● Task directions
Examine each line of the data, and copy the ones containing "serif".

(Collected data)
=-=-=-=-=

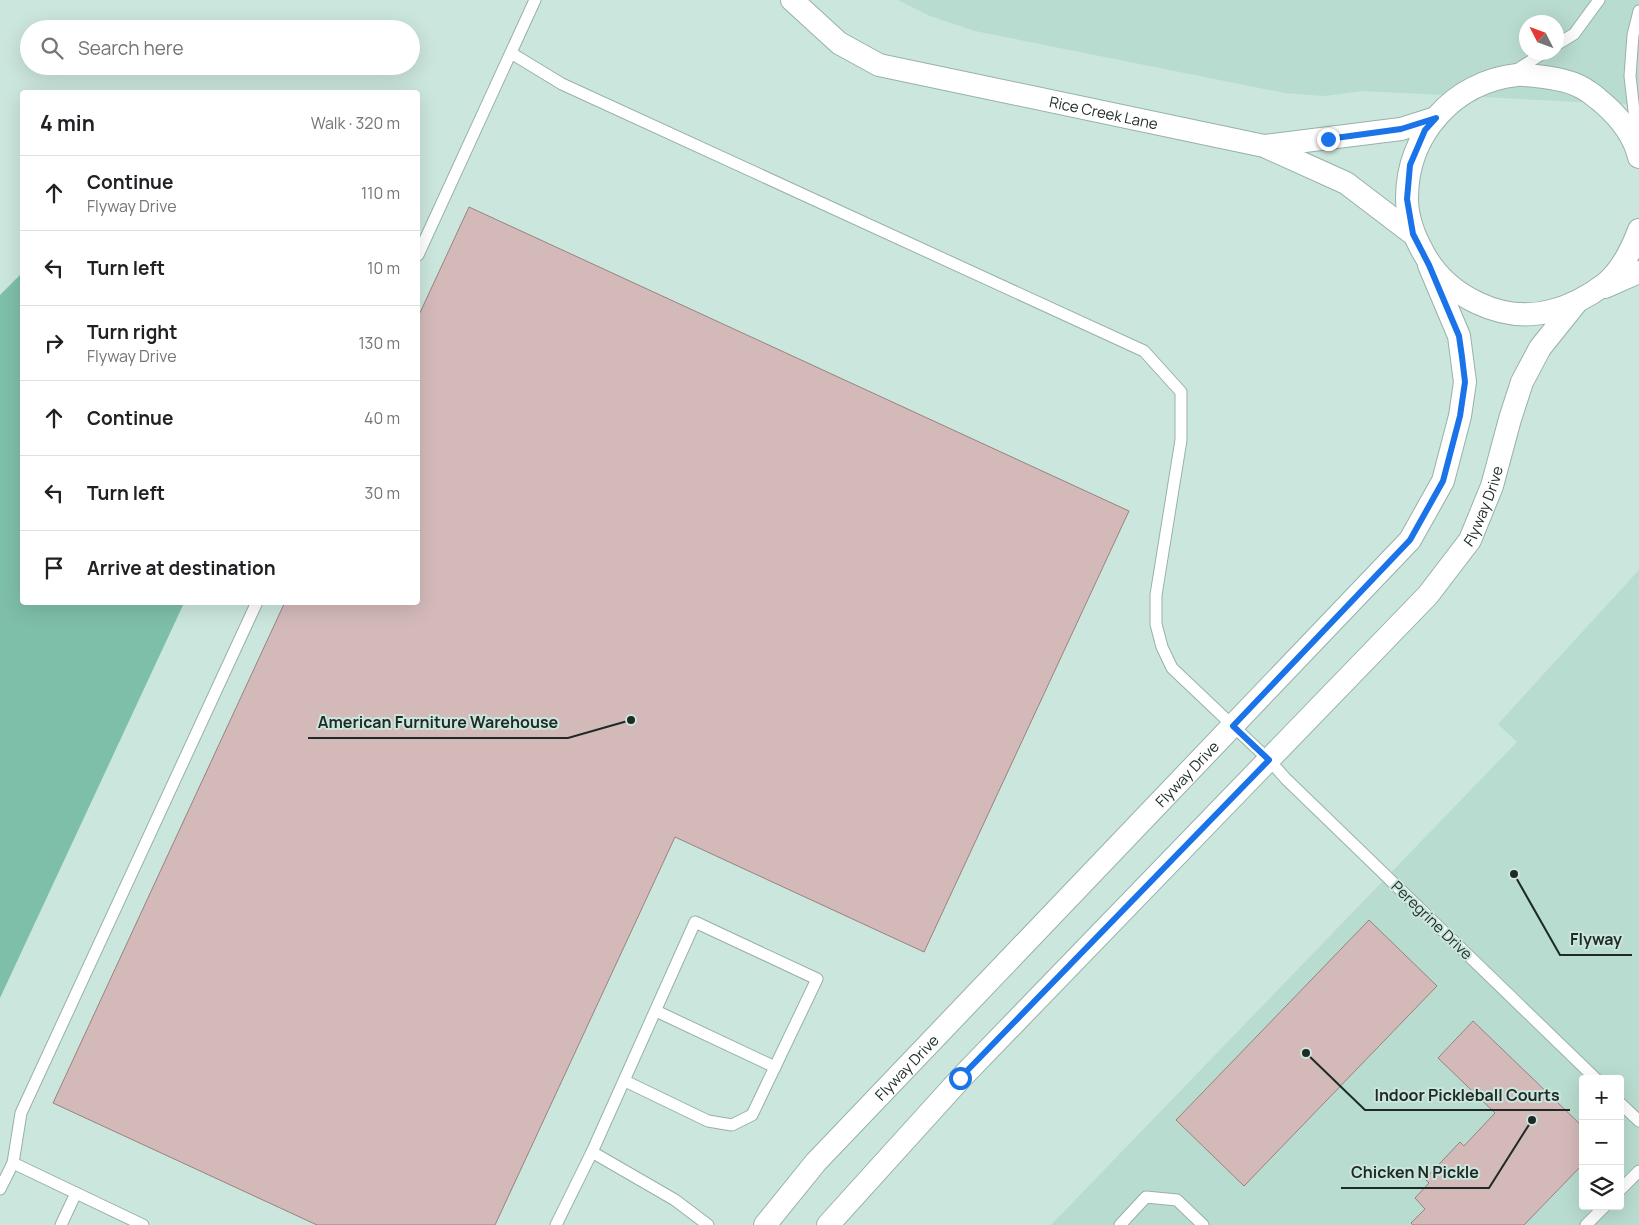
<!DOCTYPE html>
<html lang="en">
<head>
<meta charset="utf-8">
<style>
  :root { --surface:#fff; --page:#f2f2f2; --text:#202124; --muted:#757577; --line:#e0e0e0 }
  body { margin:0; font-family:Manrope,sans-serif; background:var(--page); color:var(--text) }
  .controls { position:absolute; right:15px; bottom:15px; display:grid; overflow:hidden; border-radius:5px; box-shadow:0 5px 20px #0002 }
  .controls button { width:45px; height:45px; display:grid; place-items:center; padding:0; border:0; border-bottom:1px solid var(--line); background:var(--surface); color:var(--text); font:25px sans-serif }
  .compass { position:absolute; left:1519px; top:15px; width:45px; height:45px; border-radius:50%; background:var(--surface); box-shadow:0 5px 20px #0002; rotate:312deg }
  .stop { position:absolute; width:15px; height:15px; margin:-11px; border:4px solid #1a73e8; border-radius:50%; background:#fff }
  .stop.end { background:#1a73e8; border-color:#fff; box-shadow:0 1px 5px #0008 }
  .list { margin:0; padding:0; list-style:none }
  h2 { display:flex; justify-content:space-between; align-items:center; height:65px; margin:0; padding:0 20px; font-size:21px }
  h2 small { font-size:16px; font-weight:400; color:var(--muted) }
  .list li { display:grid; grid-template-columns:32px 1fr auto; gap:15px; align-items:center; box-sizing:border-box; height:75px; padding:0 20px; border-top:1px solid var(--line) }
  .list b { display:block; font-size:19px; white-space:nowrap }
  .list p { margin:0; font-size:16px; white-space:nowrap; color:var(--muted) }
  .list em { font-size:16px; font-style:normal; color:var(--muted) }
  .icon { flex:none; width:28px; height:28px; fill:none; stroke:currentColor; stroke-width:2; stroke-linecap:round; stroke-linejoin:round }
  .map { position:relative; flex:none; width:1639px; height:1225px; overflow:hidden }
  .search { position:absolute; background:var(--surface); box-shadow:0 5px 20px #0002; left:20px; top:20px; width:400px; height:55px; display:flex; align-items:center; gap:12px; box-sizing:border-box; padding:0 18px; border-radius:28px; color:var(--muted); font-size:19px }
  .panel { position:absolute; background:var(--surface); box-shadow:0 5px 20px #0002; left:20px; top:90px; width:400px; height:515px; border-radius:5px }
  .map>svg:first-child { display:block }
  .built { fill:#b8dccf; fill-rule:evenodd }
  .green { fill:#7ebfa9 }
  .building { fill:#d4b9b9; stroke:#9a8181 }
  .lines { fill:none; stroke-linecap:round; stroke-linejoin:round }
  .lane-casing { stroke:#98b1a8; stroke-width:13 }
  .street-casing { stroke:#98b1a8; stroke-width:24 }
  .lane { stroke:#fff; stroke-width:11 }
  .street { stroke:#fff; stroke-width:22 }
  .route { stroke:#1a73e8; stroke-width:6 }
  .labels { text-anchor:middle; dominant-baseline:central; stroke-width:4; stroke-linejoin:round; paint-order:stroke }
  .street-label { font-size:15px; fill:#1f2a26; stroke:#cbe6dc }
  .leader { fill:none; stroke:#1f2a26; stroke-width:2 }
  .callout-dot { fill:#1f2a26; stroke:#cbe6dc; stroke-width:2 }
  .callout-label { font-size:16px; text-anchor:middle; font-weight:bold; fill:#1f2a26; stroke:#cbe6dc; stroke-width:4; stroke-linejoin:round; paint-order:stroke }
</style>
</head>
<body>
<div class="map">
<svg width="1639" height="1225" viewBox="0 0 1639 1225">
  <rect width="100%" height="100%" fill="#cbe6dc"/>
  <g class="built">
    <path d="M898,0h741v105l-276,-14 -39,5 -39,-3 -310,-62 -45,-15zM1526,22h30v30h-30z"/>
    <path d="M1639,570v655h-588l466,-483 -19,-18zM1583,1079h37v127h-37z"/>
  </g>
  <path class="green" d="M22,273v329l162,1 -184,395v-703z"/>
  <g class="building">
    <path d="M469,207l660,304 -205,441 -249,-115 -180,388h-178l-264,-122 232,-501h133v-285z"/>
    <path d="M1369,920l68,66 -193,200 -68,-66z"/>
    <path d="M1473,1021l110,106v37l-59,61h-111l-2,-2 14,-14 -10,-11 14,-15 -4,-4 35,-37 4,4 31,-33 -57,-55z"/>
  </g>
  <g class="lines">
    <defs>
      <g id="lane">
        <path d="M1556,45l18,-11 25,-34"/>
        <path d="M511,53l51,31 582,267 37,41v48l-25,155v29l6,23 10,21 97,92 17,19 310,300"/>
        <path d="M1515,71l30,-19"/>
        <path d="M1637,137l-7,-61 3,-41 6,-24"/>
        <path d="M418,255l117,-255"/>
        <path d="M656,1011l119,56"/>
        <path d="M1620,1103l19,18"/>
        <path d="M592,1152l103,-230 122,57 -65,136 -20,10 -24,-4 -83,-40"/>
        <path d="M0,1189l13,-26"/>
        <path d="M1620,1190l19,-19"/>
        <path d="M61,1225l15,-32"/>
        <path d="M143,1225l-130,-62 8,-50 236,-511"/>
        <path d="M556,1225l36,-73 83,48 33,25"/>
        <path d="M1120,1225l26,-28 31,3 26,25"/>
        <path d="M1586,1225l19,-19"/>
      </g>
      <g id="street">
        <path id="s1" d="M792,0l47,43 40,22 385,81 82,37 67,51"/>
        <path d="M1265,146l136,-17 35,-11"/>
        <path d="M1639,157c-5,-21 -19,-39 -35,-53 -5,-4 -9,-8 -15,-12 -15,-11 -35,-14 -53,-16 -6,0 -13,-2 -19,-1 -64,7 -110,60 -110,123 0,19 7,38 16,54 23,44 79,72 128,59 20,-5 38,-15 54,-27 16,-13 27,-35 34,-54"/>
        <path d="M1605,287l34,-15"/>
        <path id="s2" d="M765,1225l51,-63 594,-622 33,-59 17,-65 5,-34 -6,-46 -30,-71"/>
        <path id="s3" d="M828,1225l133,-147 467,-483 42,-55 22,-54 18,-67 12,-37 18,-34 36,-45"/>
      </g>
    </defs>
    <use href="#lane" class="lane-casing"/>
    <use href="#street" class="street-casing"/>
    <use href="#lane" class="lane"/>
    <use href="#street" class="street"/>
  </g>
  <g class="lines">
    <path class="route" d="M960,1078l309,-318 -36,-34 177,-186 33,-59 17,-65 5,-34 -3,-25 -3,-21 -30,-71 -16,-31 -6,-35 3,-34 15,-35 11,-12 -35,11 -73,10"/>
  </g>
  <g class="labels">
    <g class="street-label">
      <text stroke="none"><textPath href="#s1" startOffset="339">Rice Creek Lane</textPath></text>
      <text stroke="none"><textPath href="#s3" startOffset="976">Flyway Drive</textPath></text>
      <text stroke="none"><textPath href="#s2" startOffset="618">Flyway Drive</textPath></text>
      <text transform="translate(1432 920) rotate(44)">Peregrine Drive</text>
      <text stroke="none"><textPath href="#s2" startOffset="212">Flyway Drive</textPath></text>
    </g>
  </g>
  <path class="leader" d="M631 720L568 738H308M1514 874L1560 955H1632M1306 1053L1365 1110H1570M1532 1120L1489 1188H1341"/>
  <g class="callout-dot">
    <circle cx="631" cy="720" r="5"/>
    <circle cx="1514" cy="874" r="5"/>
    <circle cx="1306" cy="1053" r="5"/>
    <circle cx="1532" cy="1120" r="5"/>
  </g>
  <g class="callout-label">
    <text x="438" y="728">American Furniture Warehouse</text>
    <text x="1596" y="945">Flyway</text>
    <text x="1467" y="1101">Indoor Pickleball Courts</text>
    <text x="1415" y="1178">Chicken N Pickle</text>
  </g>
</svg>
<div class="controls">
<button>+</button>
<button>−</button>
<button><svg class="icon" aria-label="layers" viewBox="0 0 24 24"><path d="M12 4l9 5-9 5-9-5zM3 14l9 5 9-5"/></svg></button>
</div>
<svg class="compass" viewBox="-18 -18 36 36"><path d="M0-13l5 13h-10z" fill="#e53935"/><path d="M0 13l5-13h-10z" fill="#757577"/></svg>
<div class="stop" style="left:960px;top:1078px"></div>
<div class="stop end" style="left:1328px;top:139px"></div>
<div class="search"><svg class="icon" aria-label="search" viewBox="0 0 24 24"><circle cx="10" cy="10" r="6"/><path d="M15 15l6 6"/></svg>Search here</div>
<section class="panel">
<h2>4 min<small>Walk · 320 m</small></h2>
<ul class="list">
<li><svg class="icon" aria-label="ahead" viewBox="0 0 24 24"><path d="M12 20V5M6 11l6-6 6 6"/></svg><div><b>Continue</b><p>Flyway Drive</p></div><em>110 m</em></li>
<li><svg class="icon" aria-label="left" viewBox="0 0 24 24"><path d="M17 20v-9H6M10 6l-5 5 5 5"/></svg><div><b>Turn left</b></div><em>10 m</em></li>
<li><svg class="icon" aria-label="right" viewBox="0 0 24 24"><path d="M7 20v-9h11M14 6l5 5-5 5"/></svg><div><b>Turn right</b><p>Flyway Drive</p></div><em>130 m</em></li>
<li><svg class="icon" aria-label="ahead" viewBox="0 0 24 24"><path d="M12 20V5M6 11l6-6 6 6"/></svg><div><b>Continue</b></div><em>40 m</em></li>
<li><svg class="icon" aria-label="left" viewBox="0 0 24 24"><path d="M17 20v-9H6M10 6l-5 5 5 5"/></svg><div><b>Turn left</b></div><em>30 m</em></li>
<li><svg class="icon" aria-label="arrive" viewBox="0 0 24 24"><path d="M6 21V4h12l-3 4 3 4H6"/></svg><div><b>Arrive at destination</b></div></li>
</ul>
</section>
</div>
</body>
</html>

=-=-=-=-=

● Reply to the task
  body { margin:0; font-family:Manrope,sans-serif; background:var(--page); color:var(--text) }
  .controls button { width:45px; height:45px; display:grid; place-items:center; padding:0; border:0; border-bottom:1px solid var(--line); background:var(--surface); color:var(--text); font:25px sans-serif }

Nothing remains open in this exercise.